Zarządca drogi powiatowej znajdującej się na ul. Czerniejewskiej postawił znak zakazu zatrzymywania, który był oczekiwany od wielu miesięcy przez mieszkańców ul. Wojska Polskiego, często nie mogących bezpiecznie włączyć się do ruchu, przez bezmyślnie zaparkowane pojazdy. Jeszcze w ubiegłym roku, wniosek Przewodniczącego Zarządu Osiedla Nr 5 Pawła Roszyka, trafił do UGiM w Witkowie, a następnie został przekazany zarządcy drogi powiatowej pismem, w którym poproszono o zastosowanie np. znaku B-36 „zakaz zatrzymywania się” argumentując to brakiem bezpiecznego włączenia się do ruchu podczas wyjazdu z ul. Wojska Polskiego. Wniosek ten trafił na posiedzenie Komisji Bezpieczeństwa i Porządku Publicznego w Starostwie Powiatowym w Gnieźnie, uzyskując negatywną opinię. Został on jednak wznowiony i uzupełniony o dokumentację zdjęciową, na której zobrazowany został problem wyjazdu z ul. Wojska Polskiego. Po ponownej analizie, komisja zaopiniowała go pozytywnie. Kilka dni temu postawiono znak, który był oczekiwany przez wielu mieszkańców bloków przy ul. Wojska Polskiego. Czy zakaz przyniesie oczekiwany skutek? Przekonamy się już niebawem.

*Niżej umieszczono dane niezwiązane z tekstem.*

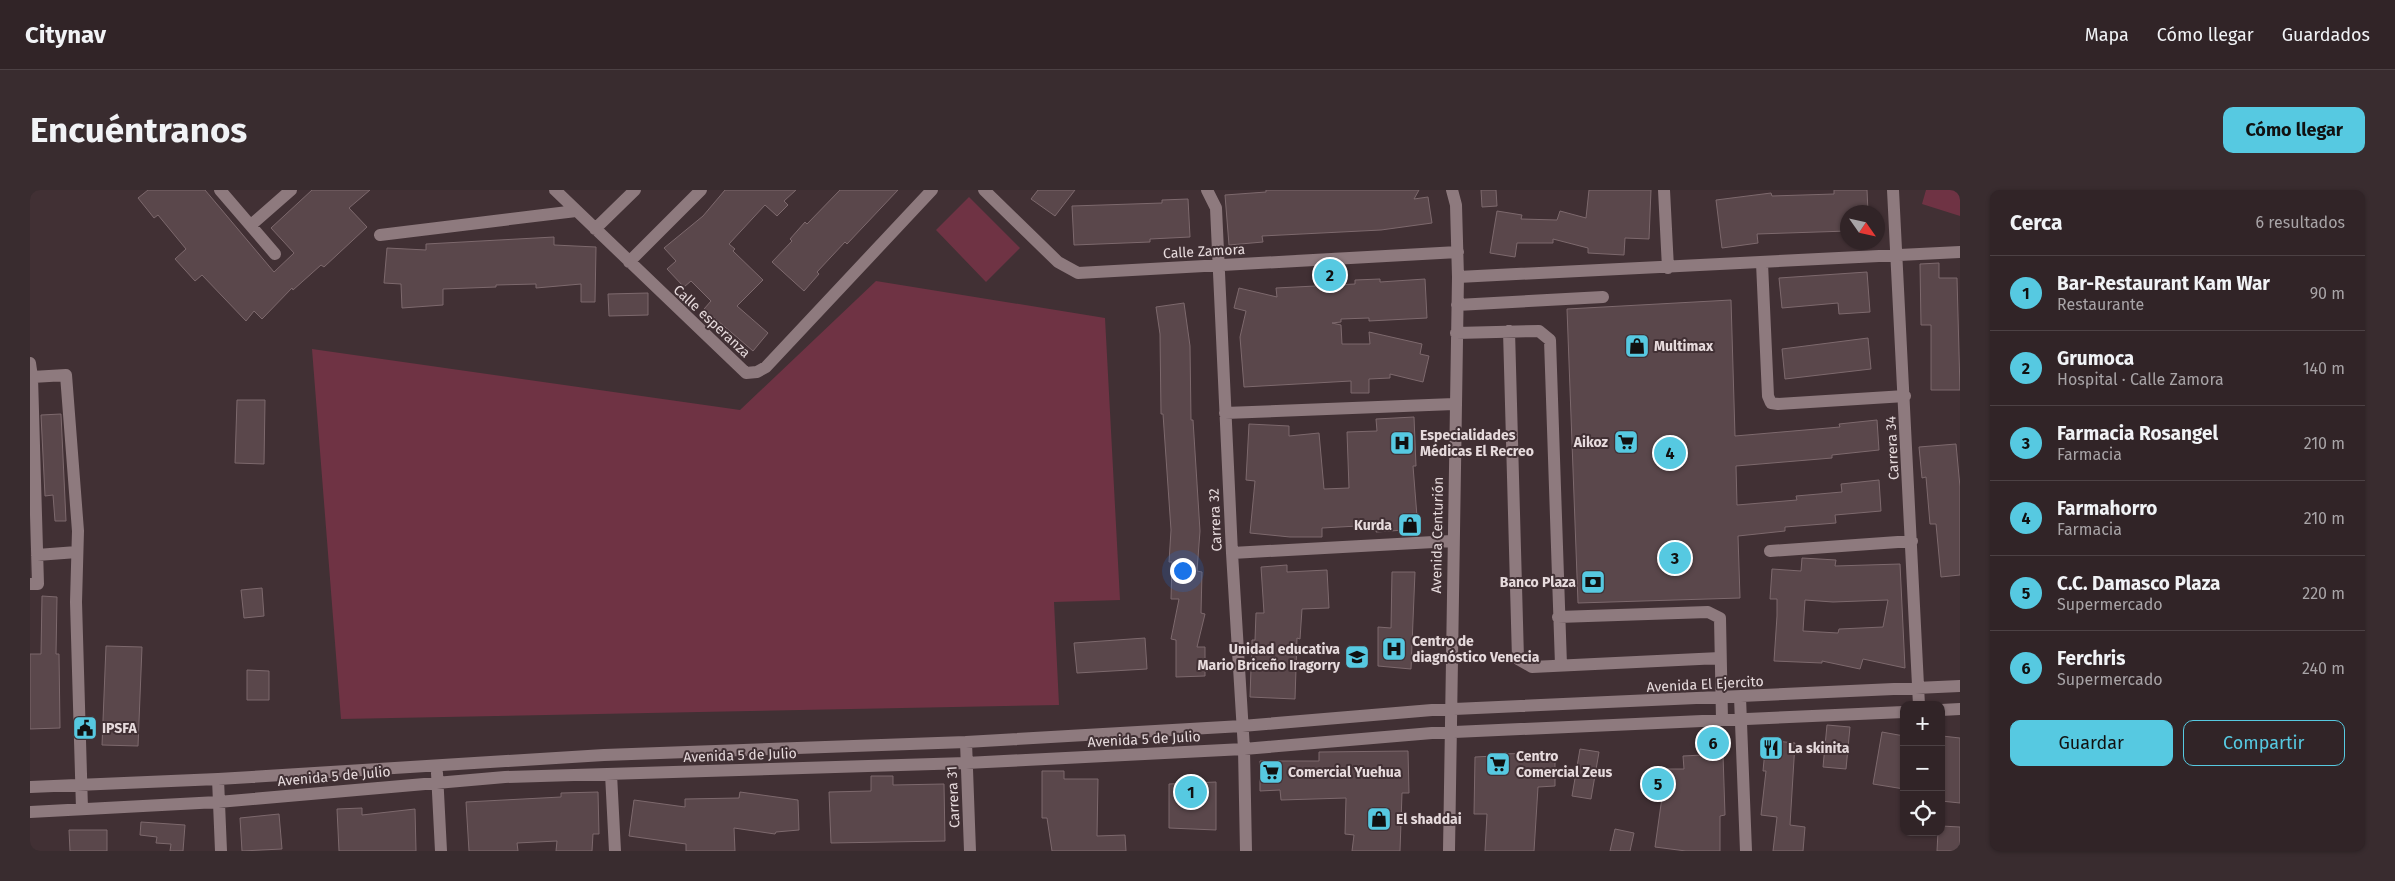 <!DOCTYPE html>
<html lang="es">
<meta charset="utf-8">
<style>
:root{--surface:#312427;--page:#392c2f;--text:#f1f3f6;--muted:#a8a4a7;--line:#4c4144;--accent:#56c9e1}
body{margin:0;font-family:"Fira Sans",sans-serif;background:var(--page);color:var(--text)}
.controls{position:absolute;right:15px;bottom:15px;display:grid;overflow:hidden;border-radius:10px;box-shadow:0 1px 4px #0004}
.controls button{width:45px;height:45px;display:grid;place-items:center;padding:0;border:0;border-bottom:1px solid var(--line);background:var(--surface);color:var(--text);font:25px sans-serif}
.compass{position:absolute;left:1810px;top:15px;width:45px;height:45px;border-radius:50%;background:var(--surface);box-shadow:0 1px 4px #0004;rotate:124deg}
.you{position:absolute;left:1152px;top:380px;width:18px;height:18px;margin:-12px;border:4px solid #fff;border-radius:50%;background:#1a73e8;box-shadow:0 0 0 8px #1a73e833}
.badge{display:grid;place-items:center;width:32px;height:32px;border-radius:50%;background:var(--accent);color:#111;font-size:16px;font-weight:700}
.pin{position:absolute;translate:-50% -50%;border:2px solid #fff;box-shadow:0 1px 5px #0006}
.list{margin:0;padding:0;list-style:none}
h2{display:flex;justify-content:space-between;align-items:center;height:65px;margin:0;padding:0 20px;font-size:21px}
h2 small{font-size:16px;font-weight:400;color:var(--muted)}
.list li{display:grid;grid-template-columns:32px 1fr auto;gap:15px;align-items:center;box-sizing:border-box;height:75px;padding:0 20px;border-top:1px solid var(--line)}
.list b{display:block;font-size:19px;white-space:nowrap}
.list p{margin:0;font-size:16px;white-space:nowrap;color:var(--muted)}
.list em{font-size:16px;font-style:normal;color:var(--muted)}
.actions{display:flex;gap:10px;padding:15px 20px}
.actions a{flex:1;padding:11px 0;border:1px solid var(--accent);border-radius:10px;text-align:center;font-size:18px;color:var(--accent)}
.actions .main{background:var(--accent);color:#111}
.icon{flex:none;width:28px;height:28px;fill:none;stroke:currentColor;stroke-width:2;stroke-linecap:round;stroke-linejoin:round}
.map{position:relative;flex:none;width:1930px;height:661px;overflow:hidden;border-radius:10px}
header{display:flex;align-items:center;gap:30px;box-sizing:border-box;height:70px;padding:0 25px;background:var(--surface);border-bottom:1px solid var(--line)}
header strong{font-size:24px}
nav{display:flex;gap:28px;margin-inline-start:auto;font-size:18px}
.intro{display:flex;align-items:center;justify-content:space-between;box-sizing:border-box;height:120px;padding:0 30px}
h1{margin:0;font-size:35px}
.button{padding:12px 22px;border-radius:10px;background:var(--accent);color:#111;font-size:18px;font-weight:700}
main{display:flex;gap:30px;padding:0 30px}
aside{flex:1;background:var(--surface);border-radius:10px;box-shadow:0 1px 4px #0004}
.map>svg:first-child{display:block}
</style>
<header>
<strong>Citynav</strong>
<nav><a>Mapa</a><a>Cómo llegar</a><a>Guardados</a></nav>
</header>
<div class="intro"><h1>Encuéntranos</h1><a class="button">Cómo llegar</a></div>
<main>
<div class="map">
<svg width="1930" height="661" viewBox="0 0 1930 661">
<rect width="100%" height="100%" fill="#413034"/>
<path fill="#6f3344" d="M1896 0H1930V26L1892 14Z
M939 7 990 58 956 92 906 40Z
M846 91 1075 128 1090 410 1024 412 1029 515 311 529 282 159 710 220Z"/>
<path fill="#5a474b" stroke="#7d696d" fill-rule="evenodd" d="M118 0H175L244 82 264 63 241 38 282 0H340L319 18 337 37 294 77 291 75 263 100 262 98 232 129 224 121 216 131 172 85 165 91 145 69 156 59 128 25 124 28 108 8Z
M695 0H766L754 11 758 15 747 26 735 15 699 54 705 59 703 61 733 90 707 116 738 143 723 161 674 119 681 111 661 91 654 97 637 79 646 71 634 58 673 26Z
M810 0H868L817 54 815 52 787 82 789 84 774 101 742 72 762 51 760 49 775 32 777 34Z
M1008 0H1045L1025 26 1001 9Z
M1236 0H1389L1384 9 1398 7 1402 33 1351 40 1232 46 1233 52 1199 55 1195 5 1236 2Z
M1451 0H1466L1467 16 1452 17Z
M1559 0H1621L1619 49 1595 48 1594 65 1558 63V58L1523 49V53H1487L1485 67 1460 63 1467 21 1492 25 1491 29 1527 30 1530 21 1556 28Z
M1804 0H1837L1838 22H1818V41L1727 44 1728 53 1692 58 1686 10 1741 3 1742 6 1804 4Z
M1158 9 1160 47 1120 49V52L1044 55 1042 16 1132 13V10Z
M524 47V55L566 57 565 112H551V94L506 98V94L466 95V97L413 99V115L372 118 371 94 354 93 357 58 396 60V54Z
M1909 73V88H1927L1930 200H1901V135H1891L1890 74Z
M1837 82 1840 122 1809 124 1808 113 1752 118 1749 88Z
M1350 89V92L1395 89 1397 128 1339 131V128L1311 129V132L1302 133 1311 135 1312 154H1340L1339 142 1392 154 1390 164 1399 166 1393 192 1360 184V188L1339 189V203H1321V191L1214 197 1210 147 1216 121 1204 118 1209 98 1247 107 1246 98 1325 94V90Z
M618 103V125L579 126 578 104Z
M1701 110 1705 246 1810 237 1809 234 1847 230 1849 260 1802 265V268L1706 276 1707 315 1767 310 1766 306 1812 302 1811 294 1849 290 1851 321 1805 325 1806 333 1755 337V341L1708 346 1710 408 1548 413 1537 119Z
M1154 113 1160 156 1161 230H1163L1170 341 1167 381 1172 382 1171 423 1175 424 1167 457H1175V486L1146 487V450L1141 449 1149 409H1141L1142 372H1139L1141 340 1133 224H1131L1130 144 1126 117Z
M1838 148 1841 179 1755 189 1752 159Z
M207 210H235L234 274 205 273Z
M31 224 36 331H25L23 305 15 306 11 225Z
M1384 227 1386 276H1383L1388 339 1346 342V335L1292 338V347H1260L1220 343 1225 291 1216 290 1219 234 1259 236V246L1289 243 1294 299 1319 298 1317 242 1347 241 1346 229Z
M1926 254 1930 297V385L1911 387 1906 334H1900L1896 287 1892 288 1889 257Z
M1772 368 1806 370 1805 376 1870 374 1875 478 1833 469 1830 479 1792 471V473L1744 471 1747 426V409H1740L1742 379 1771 381ZM1775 410 1803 412 1858 410 1853 437 1809 439 1808 443 1773 441Z
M1257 375V382L1297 380 1299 418 1272 419 1270 449 1267 448 1265 509 1220 507 1222 450H1225L1226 423H1234L1231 377Z
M1362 382H1385L1381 479 1348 476V437L1361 438Z
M232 398 234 426 214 428 211 400Z
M12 406 27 407 26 464H29L30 538 0 539V464H11Z
M1115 448 1117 479 1047 483 1044 453Z
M76 456 112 457 108 556 72 555Z
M217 480 239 481V510H217Z
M1797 535 1820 537 1816 579 1793 577Z
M1852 542 1874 546V599L1843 594Z
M1912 546 1930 548V613L1911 611Z
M1736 550 1765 553 1760 635 1775 637 1773 661H1743L1747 627 1731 625 1736 581H1733Z
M1550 559 1569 562 1561 609 1542 606Z
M1378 561 1379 603H1372L1370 661H1322L1324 645 1315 644 1316 608 1251 610 1250 600 1230 601V571H1289V562Z
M1525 563V596L1508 597 1504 661H1455L1457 624H1444L1445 567 1464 566V564Z
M1693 564 1695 625 1690 626V661H1656L1625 657 1636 579H1654L1653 566Z
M1012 581H1034V589H1068L1067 646 1095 645 1096 661H1022L1017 628H1012Z
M841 586H863V595L914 594 915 651 801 653 799 602 841 601Z
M1186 592V640L1139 638V594Z
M568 602 569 644H563L562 661H526L527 651 487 653 488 661H439L436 612 531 607V603Z
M710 602 768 610 769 640 746 642 745 644 704 638 705 661H656V654L599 646 604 610 655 617V609L709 608Z
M332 618V625L385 619 386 661H309L307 619Z
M249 624 252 659 212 661 210 628Z
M111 632 155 635 153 661H140L141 654 126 653 127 647 110 645Z
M1911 636 1930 637V661H1907L1908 642H1911Z
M1585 639 1604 643 1600 661H1580Z
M39 640H77V661H40Z"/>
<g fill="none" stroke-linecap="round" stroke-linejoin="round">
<path stroke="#8e7a7e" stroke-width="12" d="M190 0 245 64
M525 0 716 183 727 182 736 177 902 0
M954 0 1028 72 1048 83 1428 62
M1177 0 1186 18 1202 363 1214 559 1216 661
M1634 0 1638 78
M1863 0 1889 515
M221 35 261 0
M565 39 605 0
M350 45 546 21
M599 72 671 0
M1732 73 1738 206 1741 213 1748 214 1875 206
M1428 87 1930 62
M1427 115 1573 107
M1479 141 1488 469 1502 477 1690 468
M1426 143 1509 141 1520 150 1531 475
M0 173 2 187
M1195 223 1424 214
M1740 361 1882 351
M1202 363 1422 351
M7 365 47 362
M0 394H8L2 187 36 185 48 341 46 412 52 619
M1528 427 1678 422 1690 428 1692 530
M1710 507 1716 661
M1911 520 1930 519
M936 552 940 661
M407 583 411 661
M581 584 585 661
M188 589 191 661
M0 597 188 589 574 565 936 552 1212 536 1402 520 1930 496
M0 622 188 612 475 587 936 573 1214 559 1402 543 1874 522
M1419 661 1428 87 1426 15 1422 0"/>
</g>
<defs>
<symbol id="shop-square" viewBox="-11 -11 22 22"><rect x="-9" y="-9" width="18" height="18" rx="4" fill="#56c9e1" stroke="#413034"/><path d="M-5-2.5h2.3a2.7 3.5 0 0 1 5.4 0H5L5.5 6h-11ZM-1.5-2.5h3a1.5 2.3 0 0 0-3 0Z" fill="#111"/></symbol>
<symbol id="supermarket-square" viewBox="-11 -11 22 22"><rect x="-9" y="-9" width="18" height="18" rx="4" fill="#56c9e1" stroke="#413034"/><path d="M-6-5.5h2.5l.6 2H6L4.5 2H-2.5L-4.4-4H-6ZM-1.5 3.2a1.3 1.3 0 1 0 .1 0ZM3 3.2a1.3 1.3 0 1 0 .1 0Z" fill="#111"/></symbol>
<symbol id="hospital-square" viewBox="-11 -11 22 22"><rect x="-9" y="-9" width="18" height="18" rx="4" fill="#56c9e1" stroke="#413034"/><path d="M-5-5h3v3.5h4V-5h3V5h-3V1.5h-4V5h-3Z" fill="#111"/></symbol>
<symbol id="bank-square" viewBox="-11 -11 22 22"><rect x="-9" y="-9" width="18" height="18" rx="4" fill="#56c9e1" stroke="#413034"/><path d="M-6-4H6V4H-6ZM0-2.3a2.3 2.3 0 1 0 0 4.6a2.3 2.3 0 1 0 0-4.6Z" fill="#111"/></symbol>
<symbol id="school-square" viewBox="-11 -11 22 22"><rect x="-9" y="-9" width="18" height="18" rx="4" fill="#56c9e1" stroke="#413034"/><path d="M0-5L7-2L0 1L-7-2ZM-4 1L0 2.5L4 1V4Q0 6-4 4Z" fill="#111"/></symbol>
<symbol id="civic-square" viewBox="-11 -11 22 22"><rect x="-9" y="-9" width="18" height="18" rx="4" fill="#56c9e1" stroke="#413034"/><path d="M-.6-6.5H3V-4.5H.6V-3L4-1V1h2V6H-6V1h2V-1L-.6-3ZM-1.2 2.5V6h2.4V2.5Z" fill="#111"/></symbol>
<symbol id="restaurant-square" viewBox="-11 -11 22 22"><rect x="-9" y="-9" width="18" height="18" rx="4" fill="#56c9e1" stroke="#413034"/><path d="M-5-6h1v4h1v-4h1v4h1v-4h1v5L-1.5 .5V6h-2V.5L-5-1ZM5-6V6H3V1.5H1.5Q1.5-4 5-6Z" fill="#111"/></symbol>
</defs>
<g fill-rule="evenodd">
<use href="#shop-square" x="1593" y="142" width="28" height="28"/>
<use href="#supermarket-square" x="1582" y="238" width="28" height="28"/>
<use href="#hospital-square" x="1358" y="239" width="28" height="28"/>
<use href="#shop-square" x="1366" y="321" width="28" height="28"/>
<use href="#bank-square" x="1549" y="378" width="28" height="28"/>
<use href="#hospital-square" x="1350" y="445" width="28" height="28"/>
<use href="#school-square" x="1313" y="453" width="28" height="28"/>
<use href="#civic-square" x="41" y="524" width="28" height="28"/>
<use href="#restaurant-square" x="1727" y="544" width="28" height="28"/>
<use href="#supermarket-square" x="1454" y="560" width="28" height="28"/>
<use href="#supermarket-square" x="1227" y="568" width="28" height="28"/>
<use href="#shop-square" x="1335" y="615" width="28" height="28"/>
</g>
<g text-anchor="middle" stroke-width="4" stroke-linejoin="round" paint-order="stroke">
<g font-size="14" fill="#e7dbdd" stroke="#413034">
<text transform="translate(1174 61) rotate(-3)" y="5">Calle Zamora</text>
<text transform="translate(682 131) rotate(43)" y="5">Calle esperanza</text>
<text transform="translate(1862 258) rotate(-93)" y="5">Carrera 34</text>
<text transform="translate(1185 330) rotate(-93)" y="5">Carrera 32</text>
<text transform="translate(1407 345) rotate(-89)" y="5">Avenida Centurión</text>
<text transform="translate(1675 494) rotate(-3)" y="5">Avenida El Ejercito</text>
<text transform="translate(1114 549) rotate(-3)" y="5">Avenida 5 de Julio</text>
<text transform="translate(710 565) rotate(-2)" y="5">Avenida 5 de Julio</text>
<text transform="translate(304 586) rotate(-5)" y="5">Avenida 5 de Julio</text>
<text transform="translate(923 607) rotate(-93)" y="5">Carrera 31</text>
</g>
<g font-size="14" font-weight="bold" fill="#e7dbdd" stroke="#413034" text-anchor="start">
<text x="1624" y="161">Multimax</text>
<text x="1390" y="250">Especialidades<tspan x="1390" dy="16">Médicas El Recreo</tspan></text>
<text x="1578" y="257" text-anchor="end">Aikoz</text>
<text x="1362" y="340" text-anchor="end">Kurda</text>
<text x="1546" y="397" text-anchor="end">Banco Plaza</text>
<text x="1382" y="456">Centro de<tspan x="1382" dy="16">diagnóstico Venecia</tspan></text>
<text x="1310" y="464" text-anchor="end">Unidad educativa<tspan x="1310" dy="16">Mario Briceño Iragorry</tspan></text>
<text x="72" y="543">IPSFA</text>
<text x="1758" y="563">La skinita</text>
<text x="1486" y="571">Centro<tspan x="1486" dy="16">Comercial Zeus</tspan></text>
<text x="1258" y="587">Comercial Yuehua</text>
<text x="1366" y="634">El shaddai</text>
</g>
</g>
</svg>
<div class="controls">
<button>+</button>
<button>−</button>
<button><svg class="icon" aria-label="locate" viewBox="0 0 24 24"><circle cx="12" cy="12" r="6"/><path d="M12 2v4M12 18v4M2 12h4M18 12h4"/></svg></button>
</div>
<svg class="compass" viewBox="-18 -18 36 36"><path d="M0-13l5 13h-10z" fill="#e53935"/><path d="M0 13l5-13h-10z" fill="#a8a4a7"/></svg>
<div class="you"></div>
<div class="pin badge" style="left:1161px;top:602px">1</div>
<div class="pin badge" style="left:1300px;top:85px">2</div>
<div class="pin badge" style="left:1645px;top:368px">3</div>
<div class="pin badge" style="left:1640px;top:263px">4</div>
<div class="pin badge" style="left:1628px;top:594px">5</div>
<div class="pin badge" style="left:1683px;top:553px">6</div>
</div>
<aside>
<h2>Cerca<small>6 resultados</small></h2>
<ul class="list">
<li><span class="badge">1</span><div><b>Bar-Restaurant Kam War</b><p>Restaurante</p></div><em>90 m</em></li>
<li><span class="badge">2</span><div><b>Grumoca</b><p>Hospital · Calle Zamora</p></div><em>140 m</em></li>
<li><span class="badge">3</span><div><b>Farmacia Rosangel</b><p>Farmacia</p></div><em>210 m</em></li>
<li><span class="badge">4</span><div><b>Farmahorro</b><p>Farmacia</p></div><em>210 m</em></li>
<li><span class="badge">5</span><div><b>C.C. Damasco Plaza</b><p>Supermercado</p></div><em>220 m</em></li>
<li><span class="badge">6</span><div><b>Ferchris</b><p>Supermercado</p></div><em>240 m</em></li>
</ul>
<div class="actions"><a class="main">Guardar</a><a>Compartir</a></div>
</aside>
</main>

– Mam nadzieję, że kilku kierowców widząc znak zakazu zatrzymywania przestanie stawiać samochody zaraz przy wyjeździe z naszej ulicy. Wszyscy mamy dość włączania się do ruchu, czasem na chybił trafił, bo nie da się inaczej wyjechać, gdy zasłaniają drogę głupio zaparkowane pojazdy! Apeluję do policji o zainteresowanie się w końcu tą sprawą, w przypadku łamania przepisów ruchu drogowego i narażanie innych kierowców na wypadek! – powiedziała wzburzona mieszkanka jednego z bloków przy ul. Wojska Polskiego.